On Saturday we got an early start. The first task was to clean the teak, which meant we needed to sand everything flat. No problem, right? Wrongo! You can't sand varnish.

My parents had scraped most of the varnish off the cockpit trim, but they hadn't gotten around to the companionway hatch and trim. Maybe they stopped because it was so daunting. It needed a lot of work.

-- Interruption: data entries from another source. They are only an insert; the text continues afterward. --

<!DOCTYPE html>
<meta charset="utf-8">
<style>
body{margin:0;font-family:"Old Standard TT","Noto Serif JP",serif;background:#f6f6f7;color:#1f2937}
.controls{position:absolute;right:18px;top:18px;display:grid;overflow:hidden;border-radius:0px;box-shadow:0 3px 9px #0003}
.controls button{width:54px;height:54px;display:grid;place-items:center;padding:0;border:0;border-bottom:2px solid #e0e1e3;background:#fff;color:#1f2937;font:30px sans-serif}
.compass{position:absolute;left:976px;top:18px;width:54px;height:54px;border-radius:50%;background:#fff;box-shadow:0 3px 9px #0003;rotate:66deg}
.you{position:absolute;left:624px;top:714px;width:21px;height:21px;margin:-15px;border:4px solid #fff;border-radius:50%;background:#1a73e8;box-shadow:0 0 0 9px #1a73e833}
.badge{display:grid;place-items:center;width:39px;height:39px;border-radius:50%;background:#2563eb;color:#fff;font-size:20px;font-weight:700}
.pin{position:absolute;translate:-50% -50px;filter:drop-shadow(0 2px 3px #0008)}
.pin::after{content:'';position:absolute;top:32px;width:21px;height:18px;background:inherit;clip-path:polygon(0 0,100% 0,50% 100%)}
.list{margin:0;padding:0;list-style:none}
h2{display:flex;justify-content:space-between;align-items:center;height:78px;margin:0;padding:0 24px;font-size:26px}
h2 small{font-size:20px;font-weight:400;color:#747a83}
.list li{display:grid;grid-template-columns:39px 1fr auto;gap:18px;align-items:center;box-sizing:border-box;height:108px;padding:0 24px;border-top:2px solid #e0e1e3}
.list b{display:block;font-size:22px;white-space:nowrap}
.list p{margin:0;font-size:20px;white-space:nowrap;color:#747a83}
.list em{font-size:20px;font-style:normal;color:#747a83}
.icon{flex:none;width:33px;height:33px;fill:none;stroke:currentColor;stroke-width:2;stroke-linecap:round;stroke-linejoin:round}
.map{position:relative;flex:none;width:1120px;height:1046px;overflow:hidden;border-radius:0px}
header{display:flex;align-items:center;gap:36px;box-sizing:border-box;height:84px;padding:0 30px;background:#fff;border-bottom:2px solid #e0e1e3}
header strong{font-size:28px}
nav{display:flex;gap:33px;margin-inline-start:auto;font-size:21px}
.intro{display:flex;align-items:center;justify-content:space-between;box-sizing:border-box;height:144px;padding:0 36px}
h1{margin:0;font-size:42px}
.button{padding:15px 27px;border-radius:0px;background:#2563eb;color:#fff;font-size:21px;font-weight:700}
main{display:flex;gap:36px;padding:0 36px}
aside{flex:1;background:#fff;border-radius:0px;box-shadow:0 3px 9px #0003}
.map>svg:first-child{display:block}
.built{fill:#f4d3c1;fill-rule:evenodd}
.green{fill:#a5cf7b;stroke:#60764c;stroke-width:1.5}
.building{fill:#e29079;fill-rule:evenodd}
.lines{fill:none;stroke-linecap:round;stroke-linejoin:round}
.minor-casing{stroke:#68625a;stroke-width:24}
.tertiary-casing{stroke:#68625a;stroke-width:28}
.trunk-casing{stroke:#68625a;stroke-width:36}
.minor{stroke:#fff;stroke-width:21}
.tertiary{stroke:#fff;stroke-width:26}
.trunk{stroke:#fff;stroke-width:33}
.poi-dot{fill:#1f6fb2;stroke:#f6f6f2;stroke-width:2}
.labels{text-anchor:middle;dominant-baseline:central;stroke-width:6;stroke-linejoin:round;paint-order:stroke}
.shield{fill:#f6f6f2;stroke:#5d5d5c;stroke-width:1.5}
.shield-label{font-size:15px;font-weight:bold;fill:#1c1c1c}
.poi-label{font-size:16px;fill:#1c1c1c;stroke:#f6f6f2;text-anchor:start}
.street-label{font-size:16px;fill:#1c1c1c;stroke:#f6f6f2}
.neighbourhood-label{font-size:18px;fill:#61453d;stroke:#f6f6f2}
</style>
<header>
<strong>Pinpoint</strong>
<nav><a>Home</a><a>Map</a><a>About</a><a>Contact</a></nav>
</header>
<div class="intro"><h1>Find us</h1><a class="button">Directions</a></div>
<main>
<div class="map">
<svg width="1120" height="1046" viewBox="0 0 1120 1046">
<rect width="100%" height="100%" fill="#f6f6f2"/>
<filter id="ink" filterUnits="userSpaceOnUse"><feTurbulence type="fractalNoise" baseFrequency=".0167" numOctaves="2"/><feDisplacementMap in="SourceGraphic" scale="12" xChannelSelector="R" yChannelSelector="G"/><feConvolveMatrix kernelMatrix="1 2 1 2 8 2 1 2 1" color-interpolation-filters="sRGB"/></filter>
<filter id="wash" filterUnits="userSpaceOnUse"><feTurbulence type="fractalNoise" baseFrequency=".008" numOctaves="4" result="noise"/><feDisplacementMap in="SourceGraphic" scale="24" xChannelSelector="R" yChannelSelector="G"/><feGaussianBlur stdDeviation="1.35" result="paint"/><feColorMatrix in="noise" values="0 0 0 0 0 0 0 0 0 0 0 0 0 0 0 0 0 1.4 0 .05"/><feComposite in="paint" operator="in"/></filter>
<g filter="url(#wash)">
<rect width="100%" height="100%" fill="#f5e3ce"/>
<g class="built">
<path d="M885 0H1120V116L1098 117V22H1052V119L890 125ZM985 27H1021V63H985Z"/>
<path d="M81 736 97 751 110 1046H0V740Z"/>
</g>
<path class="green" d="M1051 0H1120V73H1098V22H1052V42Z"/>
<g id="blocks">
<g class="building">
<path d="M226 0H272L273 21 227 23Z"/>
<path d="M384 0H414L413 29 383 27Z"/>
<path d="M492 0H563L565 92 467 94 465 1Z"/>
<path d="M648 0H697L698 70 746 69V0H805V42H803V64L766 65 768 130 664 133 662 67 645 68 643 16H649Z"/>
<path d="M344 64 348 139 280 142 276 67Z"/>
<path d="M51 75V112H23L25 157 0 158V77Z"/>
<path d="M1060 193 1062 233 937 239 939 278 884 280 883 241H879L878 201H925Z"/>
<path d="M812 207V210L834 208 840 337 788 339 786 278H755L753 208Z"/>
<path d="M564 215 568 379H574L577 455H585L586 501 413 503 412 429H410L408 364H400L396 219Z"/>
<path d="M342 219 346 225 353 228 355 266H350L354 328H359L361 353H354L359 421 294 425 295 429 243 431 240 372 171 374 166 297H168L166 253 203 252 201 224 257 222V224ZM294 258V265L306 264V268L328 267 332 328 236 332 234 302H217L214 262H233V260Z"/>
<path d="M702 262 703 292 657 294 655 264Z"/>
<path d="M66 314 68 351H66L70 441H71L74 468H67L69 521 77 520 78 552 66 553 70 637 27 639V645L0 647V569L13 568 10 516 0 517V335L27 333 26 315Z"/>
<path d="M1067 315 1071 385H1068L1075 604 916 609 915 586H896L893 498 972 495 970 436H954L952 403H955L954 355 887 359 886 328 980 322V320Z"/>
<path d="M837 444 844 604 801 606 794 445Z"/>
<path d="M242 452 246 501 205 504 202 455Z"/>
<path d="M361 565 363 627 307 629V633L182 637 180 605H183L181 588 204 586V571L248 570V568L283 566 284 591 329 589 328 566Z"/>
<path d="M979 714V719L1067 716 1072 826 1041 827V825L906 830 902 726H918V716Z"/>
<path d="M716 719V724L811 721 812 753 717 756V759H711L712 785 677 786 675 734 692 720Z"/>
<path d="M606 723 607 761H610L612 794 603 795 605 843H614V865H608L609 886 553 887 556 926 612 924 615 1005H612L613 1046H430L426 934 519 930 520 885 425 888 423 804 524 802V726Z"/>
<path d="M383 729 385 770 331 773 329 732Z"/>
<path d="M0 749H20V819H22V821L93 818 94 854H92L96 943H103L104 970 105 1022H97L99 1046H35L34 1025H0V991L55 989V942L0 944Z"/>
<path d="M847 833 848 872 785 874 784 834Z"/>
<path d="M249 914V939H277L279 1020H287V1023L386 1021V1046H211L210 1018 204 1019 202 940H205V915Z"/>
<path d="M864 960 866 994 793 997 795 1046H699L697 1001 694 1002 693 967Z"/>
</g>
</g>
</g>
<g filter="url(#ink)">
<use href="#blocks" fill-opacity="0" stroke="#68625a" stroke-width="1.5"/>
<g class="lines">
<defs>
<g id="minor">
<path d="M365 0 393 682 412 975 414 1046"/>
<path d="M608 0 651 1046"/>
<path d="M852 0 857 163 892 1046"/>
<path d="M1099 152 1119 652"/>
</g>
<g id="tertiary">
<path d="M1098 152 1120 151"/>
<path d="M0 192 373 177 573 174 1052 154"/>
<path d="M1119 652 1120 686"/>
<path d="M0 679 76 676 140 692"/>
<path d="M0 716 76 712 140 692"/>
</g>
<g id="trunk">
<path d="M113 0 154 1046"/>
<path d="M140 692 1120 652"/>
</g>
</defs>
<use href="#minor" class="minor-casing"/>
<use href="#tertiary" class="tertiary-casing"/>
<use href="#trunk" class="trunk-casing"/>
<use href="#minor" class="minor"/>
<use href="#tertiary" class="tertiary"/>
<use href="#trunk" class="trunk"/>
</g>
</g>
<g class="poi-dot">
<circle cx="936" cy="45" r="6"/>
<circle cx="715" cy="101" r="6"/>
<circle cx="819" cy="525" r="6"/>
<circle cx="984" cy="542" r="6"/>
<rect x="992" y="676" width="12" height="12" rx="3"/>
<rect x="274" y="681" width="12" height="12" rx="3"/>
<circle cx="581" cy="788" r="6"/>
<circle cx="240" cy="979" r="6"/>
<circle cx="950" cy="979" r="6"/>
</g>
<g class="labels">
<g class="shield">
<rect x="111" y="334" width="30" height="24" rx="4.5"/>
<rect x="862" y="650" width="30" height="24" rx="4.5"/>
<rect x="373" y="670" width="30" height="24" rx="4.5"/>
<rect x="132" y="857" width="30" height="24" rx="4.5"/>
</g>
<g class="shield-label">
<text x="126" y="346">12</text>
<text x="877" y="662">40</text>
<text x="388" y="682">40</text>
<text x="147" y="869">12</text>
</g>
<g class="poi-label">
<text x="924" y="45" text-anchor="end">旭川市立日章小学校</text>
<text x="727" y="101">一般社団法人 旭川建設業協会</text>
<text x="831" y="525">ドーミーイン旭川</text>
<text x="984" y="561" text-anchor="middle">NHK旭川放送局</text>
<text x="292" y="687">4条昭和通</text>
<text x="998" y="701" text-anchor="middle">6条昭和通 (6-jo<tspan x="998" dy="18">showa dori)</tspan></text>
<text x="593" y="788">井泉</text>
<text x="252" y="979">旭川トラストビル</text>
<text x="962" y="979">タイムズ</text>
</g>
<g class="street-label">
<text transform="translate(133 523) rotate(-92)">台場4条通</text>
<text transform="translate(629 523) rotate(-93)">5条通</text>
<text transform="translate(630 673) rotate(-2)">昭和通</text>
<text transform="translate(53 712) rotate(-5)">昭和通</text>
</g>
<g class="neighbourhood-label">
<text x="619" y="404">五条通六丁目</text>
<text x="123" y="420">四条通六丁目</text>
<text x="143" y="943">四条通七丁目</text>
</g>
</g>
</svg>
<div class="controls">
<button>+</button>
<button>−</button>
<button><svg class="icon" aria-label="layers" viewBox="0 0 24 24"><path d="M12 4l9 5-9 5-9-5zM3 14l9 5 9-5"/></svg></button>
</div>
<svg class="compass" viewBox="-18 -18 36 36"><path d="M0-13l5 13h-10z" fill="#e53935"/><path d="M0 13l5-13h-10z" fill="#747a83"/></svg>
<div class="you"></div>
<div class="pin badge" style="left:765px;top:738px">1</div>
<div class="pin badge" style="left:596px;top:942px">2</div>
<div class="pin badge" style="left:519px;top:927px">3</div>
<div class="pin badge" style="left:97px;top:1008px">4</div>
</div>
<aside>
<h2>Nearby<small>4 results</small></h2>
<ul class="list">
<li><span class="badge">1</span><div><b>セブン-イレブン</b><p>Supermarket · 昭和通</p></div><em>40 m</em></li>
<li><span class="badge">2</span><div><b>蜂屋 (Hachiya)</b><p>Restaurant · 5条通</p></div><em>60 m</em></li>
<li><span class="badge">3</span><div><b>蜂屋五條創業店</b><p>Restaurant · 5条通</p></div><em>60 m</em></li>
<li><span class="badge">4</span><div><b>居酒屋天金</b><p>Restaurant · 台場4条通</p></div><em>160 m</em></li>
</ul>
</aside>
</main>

Mike stepped up and tackled the companionway hatch and door. Kara and I worked on the toe-rail and the wood trim on the cabintop. Beth and Sara polished all the metal on the boat. Everyone except Mike swapped jobs and rotated around. Mike worked on the hatch.

Kara sanding the toerails


Beth polishing the metal

We had some tools, but it turned out the best method was with sanding blocks and fresh sandpaper. We sanded all day. The teak slowly became less and less gray, and started to look beautiful. We sanded, and sanded some more. We sanded everything two or three times. Then we sanded it again.

Will and Mike, sanding demons


Mike, sanding some more

Saturday ended late. We worked hard.

Sara and I woke up on Sunday feeling like a truck had run us over. We were sooo sore. The repetative back-and-forth sanding motion isn't muscle-friendly, it's a friggen workout!

We started with the final sanding jobs, and were quickly joined by Mike. He went straight back to work on the hatch. The varnish was turning out to be impossible to remove: lots of scraping, sanding, cleaning, and repeating.

Sara started applying the teak cleaner while I sanded just one more section. It's hard to know when to say "enough!" - the wood was in such bad shape and it was looking completely different.

Mike finished with the hatch


Sanded, cleaned, oiled bowsprit

We sanded and hit the bowsprit with the teak cleaner, then followed it up with some teak oil. Mike finally finished the hatch. We cleaned every last strip of wood: the full-length toe rails, the cockpit sides, the companionway entrance and hatch, the handrails, and the decorative wood trim. It was soo much work.

Mike left after dinner in San Rafael, and Sara and I head back to the boat to mask off the wood and slap on the first coat of West Marine Wood Pro Plus - the Cetol alternative we were using.

We ended up finishing about 10:30PM; I was holding the light while Sara finished painting the first coat on the last section.

Monday morning we woke up feeling like the truck had backed up to finish us off. It was a long and exhausting weekend, but the boat looks immeasurably better.